I have had a nagging thought in the back of my mind for years that our continued reliance on technology will one day bite us in the butt. Perhaps I watch too many science fiction movies—and I certainly don't mean to imply that machines will take over the Earth—but I worry that we are so centered on continually one-upping our latest technological advancement that we fail to take the necessary forward-thinking precautions.
My job, for example, has become so dependent on computers and the internet that if either technology fails to work, getting anything accomplished becomes nearly impossible. As we become increasingly reliant on technology, our ability to troubleshoot and remedy problems on our own diminishes.
Cell phone use is another example of how an advanced technology can almost make a person helpless should it fail. If your battery died on your cell phone, would you know all of the numbers to call from a landline, or do you rely on your phone's contact list to call someone? If you were stranded with no cell phone, how would you get help?
This calls to light a recent development in the GPS and precision systems industry. Interference with GPS is a potential problem due to LightSquared's planned deployment of 40,000 ground stations (read more on this topic on page 26).

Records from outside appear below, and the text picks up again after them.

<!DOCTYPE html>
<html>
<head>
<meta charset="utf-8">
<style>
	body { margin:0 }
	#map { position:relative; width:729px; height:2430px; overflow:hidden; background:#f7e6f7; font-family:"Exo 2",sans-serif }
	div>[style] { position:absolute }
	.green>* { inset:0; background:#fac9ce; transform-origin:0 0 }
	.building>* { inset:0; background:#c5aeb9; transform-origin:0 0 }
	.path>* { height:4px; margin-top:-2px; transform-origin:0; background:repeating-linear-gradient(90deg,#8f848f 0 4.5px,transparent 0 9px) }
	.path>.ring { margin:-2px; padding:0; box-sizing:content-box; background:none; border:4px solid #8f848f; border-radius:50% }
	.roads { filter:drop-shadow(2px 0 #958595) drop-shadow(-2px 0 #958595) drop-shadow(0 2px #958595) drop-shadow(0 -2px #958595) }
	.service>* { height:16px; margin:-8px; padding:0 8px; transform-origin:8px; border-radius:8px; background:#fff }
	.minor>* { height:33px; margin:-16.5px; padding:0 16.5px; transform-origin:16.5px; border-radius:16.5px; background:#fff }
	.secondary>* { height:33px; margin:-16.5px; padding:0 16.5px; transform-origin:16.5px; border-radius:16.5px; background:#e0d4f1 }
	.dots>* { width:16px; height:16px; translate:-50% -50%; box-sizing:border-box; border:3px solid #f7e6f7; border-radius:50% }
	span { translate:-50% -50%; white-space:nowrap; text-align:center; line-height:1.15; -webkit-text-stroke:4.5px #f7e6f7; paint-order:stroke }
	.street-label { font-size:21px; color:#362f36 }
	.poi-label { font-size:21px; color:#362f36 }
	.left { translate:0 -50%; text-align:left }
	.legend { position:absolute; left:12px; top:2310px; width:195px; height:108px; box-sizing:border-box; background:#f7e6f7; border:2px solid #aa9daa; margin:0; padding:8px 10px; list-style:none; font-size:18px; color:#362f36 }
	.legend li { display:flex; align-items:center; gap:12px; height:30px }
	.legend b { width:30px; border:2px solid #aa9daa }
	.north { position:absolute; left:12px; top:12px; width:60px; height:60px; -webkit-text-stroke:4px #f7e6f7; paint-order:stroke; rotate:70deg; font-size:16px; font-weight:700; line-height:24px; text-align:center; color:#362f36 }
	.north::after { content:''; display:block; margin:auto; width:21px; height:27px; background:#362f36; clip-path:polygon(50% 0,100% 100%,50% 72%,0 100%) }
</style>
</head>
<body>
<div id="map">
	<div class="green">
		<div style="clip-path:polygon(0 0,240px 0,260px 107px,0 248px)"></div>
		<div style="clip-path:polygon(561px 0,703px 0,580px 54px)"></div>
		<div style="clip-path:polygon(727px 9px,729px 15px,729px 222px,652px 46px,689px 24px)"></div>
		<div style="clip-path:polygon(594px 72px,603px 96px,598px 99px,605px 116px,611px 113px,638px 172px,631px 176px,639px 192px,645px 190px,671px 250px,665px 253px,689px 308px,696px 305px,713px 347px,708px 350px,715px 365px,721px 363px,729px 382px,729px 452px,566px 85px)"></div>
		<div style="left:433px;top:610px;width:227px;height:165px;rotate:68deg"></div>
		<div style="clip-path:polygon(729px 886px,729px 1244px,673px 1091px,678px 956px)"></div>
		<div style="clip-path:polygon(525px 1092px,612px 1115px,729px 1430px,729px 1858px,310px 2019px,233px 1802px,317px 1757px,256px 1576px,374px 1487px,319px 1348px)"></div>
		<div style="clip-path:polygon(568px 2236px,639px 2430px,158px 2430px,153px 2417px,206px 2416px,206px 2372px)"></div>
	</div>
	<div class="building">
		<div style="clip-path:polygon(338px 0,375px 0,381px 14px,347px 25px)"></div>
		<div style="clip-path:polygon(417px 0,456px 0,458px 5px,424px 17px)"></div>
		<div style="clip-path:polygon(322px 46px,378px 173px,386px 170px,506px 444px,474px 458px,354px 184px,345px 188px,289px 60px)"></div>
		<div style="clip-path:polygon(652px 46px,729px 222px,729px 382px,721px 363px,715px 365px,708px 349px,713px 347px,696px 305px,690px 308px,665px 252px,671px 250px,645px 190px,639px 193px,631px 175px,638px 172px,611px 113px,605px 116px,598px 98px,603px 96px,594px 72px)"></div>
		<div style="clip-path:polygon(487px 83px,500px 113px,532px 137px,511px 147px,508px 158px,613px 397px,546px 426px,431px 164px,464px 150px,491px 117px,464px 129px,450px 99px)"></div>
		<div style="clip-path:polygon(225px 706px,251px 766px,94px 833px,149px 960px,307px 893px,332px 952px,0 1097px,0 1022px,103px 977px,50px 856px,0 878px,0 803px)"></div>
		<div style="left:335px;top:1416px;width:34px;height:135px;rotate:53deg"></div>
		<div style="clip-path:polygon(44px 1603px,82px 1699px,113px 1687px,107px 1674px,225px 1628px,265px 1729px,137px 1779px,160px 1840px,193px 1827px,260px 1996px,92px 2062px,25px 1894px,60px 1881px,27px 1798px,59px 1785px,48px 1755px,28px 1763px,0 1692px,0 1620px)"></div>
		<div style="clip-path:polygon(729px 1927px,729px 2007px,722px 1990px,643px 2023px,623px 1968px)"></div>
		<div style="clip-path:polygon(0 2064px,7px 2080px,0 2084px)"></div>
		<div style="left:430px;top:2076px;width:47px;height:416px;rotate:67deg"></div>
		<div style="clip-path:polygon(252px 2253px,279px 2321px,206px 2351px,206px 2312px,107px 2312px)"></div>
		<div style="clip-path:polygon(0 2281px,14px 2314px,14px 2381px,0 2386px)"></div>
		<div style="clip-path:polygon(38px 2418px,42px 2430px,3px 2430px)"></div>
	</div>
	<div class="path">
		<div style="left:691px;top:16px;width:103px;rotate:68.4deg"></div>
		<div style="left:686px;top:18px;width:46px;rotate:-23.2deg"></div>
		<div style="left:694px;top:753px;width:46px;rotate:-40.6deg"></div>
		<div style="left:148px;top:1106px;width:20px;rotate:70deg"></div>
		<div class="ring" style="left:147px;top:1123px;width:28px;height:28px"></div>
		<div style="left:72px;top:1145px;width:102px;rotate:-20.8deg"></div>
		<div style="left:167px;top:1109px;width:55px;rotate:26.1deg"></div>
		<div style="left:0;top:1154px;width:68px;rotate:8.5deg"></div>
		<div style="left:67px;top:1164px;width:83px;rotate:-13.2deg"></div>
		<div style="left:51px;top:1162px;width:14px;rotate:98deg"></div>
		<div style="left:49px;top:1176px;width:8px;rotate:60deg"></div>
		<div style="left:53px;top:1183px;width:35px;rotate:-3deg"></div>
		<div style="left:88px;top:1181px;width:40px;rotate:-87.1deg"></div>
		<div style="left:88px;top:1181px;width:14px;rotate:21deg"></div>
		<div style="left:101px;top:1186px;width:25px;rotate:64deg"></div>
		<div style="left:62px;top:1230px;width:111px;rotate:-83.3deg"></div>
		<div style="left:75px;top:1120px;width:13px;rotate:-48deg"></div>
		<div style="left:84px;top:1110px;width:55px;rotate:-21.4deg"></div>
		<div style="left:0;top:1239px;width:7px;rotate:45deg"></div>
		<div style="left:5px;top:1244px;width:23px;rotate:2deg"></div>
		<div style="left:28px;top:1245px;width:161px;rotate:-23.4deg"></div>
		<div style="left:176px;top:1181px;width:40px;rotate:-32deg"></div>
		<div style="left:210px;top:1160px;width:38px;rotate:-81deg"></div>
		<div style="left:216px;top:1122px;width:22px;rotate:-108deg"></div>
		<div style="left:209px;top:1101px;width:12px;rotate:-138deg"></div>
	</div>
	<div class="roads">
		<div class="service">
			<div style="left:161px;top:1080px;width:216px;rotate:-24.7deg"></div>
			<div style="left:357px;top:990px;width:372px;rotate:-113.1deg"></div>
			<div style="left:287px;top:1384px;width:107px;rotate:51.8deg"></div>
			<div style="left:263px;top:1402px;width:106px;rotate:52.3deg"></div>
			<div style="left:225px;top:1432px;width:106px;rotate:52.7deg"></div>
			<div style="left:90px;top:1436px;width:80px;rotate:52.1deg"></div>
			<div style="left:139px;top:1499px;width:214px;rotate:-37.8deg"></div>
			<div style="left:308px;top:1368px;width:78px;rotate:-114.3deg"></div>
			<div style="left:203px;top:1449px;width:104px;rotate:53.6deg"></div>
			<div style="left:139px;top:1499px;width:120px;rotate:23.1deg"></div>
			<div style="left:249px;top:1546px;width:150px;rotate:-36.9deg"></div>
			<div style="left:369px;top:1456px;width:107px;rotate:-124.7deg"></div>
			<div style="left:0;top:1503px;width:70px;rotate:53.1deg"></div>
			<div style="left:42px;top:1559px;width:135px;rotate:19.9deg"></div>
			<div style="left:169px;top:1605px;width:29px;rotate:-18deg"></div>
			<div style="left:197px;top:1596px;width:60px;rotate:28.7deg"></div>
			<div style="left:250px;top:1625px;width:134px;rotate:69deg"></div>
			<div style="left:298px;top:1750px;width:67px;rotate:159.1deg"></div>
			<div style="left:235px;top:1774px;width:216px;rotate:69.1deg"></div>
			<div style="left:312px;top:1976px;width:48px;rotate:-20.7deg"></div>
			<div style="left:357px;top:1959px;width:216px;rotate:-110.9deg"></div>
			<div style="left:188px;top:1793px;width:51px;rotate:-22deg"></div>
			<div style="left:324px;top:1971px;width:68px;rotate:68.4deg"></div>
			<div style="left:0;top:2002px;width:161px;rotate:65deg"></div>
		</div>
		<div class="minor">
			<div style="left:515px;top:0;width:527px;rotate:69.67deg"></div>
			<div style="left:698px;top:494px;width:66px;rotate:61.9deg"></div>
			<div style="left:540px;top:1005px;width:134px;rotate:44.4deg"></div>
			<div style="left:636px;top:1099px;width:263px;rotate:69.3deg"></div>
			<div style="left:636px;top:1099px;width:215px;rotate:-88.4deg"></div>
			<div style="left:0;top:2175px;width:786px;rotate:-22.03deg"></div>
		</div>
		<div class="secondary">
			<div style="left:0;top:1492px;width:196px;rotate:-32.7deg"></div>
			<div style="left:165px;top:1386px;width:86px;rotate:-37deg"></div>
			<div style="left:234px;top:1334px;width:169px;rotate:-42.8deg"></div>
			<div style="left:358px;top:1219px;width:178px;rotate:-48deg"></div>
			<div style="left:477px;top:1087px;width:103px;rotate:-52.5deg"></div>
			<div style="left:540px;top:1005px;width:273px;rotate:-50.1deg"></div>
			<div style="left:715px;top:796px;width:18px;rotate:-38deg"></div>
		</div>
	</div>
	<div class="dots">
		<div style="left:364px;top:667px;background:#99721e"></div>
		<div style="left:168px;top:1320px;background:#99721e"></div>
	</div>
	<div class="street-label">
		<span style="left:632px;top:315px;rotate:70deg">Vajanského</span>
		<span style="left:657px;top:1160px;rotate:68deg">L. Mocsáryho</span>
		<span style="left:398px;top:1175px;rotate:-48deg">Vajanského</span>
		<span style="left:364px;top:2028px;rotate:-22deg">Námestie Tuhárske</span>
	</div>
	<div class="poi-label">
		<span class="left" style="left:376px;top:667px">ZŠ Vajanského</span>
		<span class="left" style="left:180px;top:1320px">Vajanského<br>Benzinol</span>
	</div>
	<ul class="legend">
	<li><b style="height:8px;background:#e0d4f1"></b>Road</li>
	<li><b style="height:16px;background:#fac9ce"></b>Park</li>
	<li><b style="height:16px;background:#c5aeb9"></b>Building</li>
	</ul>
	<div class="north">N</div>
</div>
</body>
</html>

The Coalition to Save Our GPS released a press release commenting on the potential financial and economical detriments to position system-dependent industries like agriculture and construction estimated upwards of $90 billion and 3.3 million jobs, based on a study done by NDP Consulting Group.
LightSquared issued a statement recently stating that the GPS industry could have prevented much of the interference issues had it been manufacturing products correctly the past 8 years, a statement dismissed by the GPS industry.
Michael Gomes, Director of Global OEM Solutions at Topcon Positioning Systems, also clarified a necessary distinction that needs to be made between interference to consumer-grade usage of GPS systems and precision positioning systems as used in the ag and construction industries. Gomes says, "Testing results have shown that the Precise Positioning receivers are subject to in-band interference, based upon the sophistication of the solution they provide and all manufacturers within the Precise space are affected to some degree or another.
It will be interesting to see what solutions and product development changes (if any) come from this public issue.